The group met in an old quarry under a trap door that led to a secret underground room, where there was a wireless. It was here that Irene learned Morse code.

Unlike the Auxiliary Units, who were all trained at a secret facility at Coleshill in Oxfordshire, Section VII recruits were trained locally. 

‘They were taught gritty, dirty fighting,’ says Chatterton: ‘How to use a cheesewire to garrotte someone and a dagger to slit throats, and how to disarm or disable an enemy with unarmed combat’ — a skill that Irene evidently retained.

Recruitment was restricted to those who ‘by the nature of their occupation could remain in enemy-controlled territory and continue their occupations without arousing suspicion’, according to the official MI6 history.

Doctors, dentists, chemists, bakers and small shopkeepers were ideal — they could move around easily and receive visits from many people without attracting suspicion. As could youths.

Peter Attwater was just 14 and serving as an Air Raid Precautions (ARP) Messenger in the Derbyshire town of Matlock when, in the summer of 1940, he was approached by a local journalist and ARP organiser who had been impressed by Peter’s memory and his artistic skills — useful for sketching targets such as military installations.

Peter was also an Air Cadet and had been trained in weapons handling and wireless operating.

He was taken to a camp known simply as ‘Zero Station’ where he signed the Official Secrets Act and was introduced to two female recruits, a Mrs Key and a Miss Swans, who were to be the group’s wireless operators. 

Their leader was a tailor named Mr Topliss who kept the wireless hidden behind a rack of uniforms.

A revolver and a grenade (with its pin stapled to the table to allow for a quick withdrawal with one hand) were always kept beside the wireless. The only escape route was through the window.

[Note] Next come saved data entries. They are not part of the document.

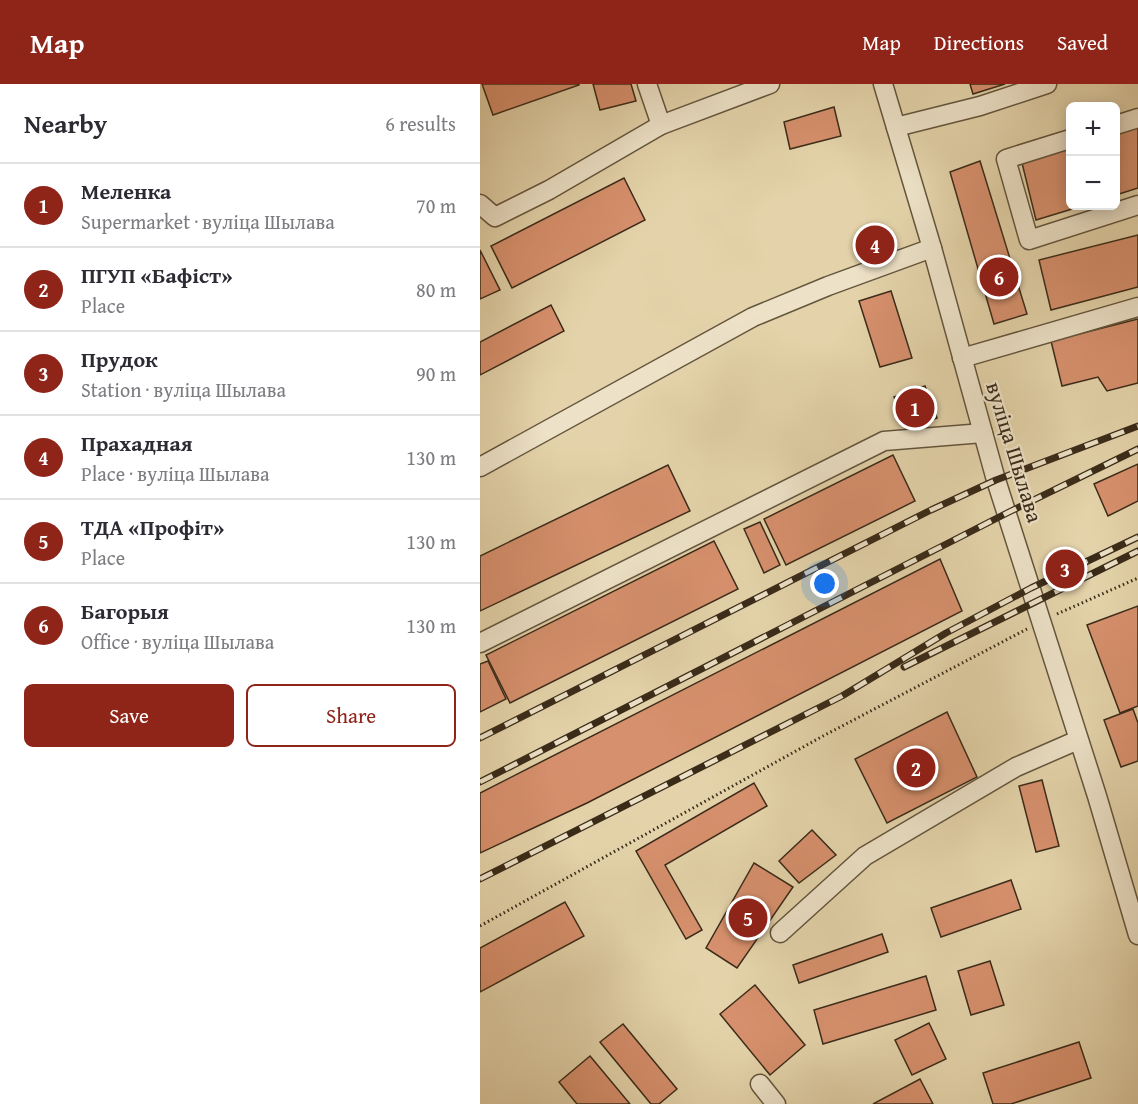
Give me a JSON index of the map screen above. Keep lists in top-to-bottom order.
{
  "streets": {
    "street": ["вуліца Шылава"]
  },
  "page": {
    "header": "Map",
    "nav": ["Map", "Directions", "Saved"],
    "heading": ["Nearby", "6 results"],
    "map_buttons": ["+", "−"],
    "list": [
      {
        "mark": "1",
        "name": "Меленка",
        "note": "Supermarket · вуліца Шылава",
        "value": "70 m"
      },
      {
        "mark": "2",
        "name": "ПГУП «Бафіст»",
        "note": "Place",
        "value": "80 m"
      },
      {
        "mark": "3",
        "name": "Прудок",
        "note": "Station · вуліца Шылава",
        "value": "90 m"
      },
      {
        "mark": "4",
        "name": "Прахадная",
        "note": "Place · вуліца Шылава",
        "value": "130 m"
      },
      {
        "mark": "5",
        "name": "ТДА «Профіт»",
        "note": "Place",
        "value": "130 m"
      },
      {
        "mark": "6",
        "name": "Багорыя",
        "note": "Office · вуліца Шылава",
        "value": "130 m"
      }
    ],
    "pins": [
      "4",
      "6",
      "1",
      "3",
      "2",
      "5"
    ],
    "buttons": ["Save", "Share"]
  }
}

Peter was the group’s courier and observer. 

He learned to recognise the different German uniforms, badges, equipment and vehicles, and memorised the locations of arms dumps and caches of explosives hidden around the town and surrounding countryside, from where they could be retrieved at a given signal.

There were also fuel dumps, (including a store full of two-gallon petrol cans for Molotov cocktails) and mortar bombs hidden in a scrap iron dump behind Matlock town hall.

In early 1941, Peter was invited to a meeting in Birmingham with six other young men — probably fellow couriers — from Birmingham, Manchester and Nottingham. They were to be his contacts when the invasion began.

Each was given a codename and the meeting was run by a strict ex-noncommissioned officer (NCO) who was, said Peter, ‘the most frightening man I have ever seen’.

Several other recruits recalled being trained by ‘scary’ NCOs in military uniform with no insignia.

On meeting a fellow courier, they were to discuss the weather: each of the seven had a key word they would use, which together spelt out the word BRITISH: Blizzard, Rain, Ice, Thunder, Ice, Snow, Hail. Peter had to work the word ‘Ice’ into the conversation.

Priscilla Ross was 18 years old and living in Hornchurch, East London in 1940 when she was recruited into a Section VII cell whose underground base was hidden under a tomb in the church cemetery. 

A schoolboy member of the Home Guard trains younger boys during World War II, UK, March 1941

The tombstone slid aside to reveal the entrance. She, too, was taught unarmed combat and how to make Molotov cocktails.

Other teenagers were selected from their school cadet corps and then trained as sharp- shooter assassins.

According to John Warwicker, author of Churchill’s Underground Army, four boys from one cadet corps were put through ‘sophisticated training in marksmanship, disguise and deception’.

They were given weapons including a .22 rifle with telescopic sights and explosives, as well as an underground base.

Thankfully, the garrotting skills and demolition expertise of Section VII, the Auxiliary Units or other guerrilla units were never required. 

Hitler called off Operation Sealion and mainland Britain was never invaded.

All that remains of the clandestine guerrilla units are a few bunkers dotted around the countryside, and perhaps a cheesewire or combat knife found in an attic by mystified relations of a Section VII agent — legacies of a secret war that never was.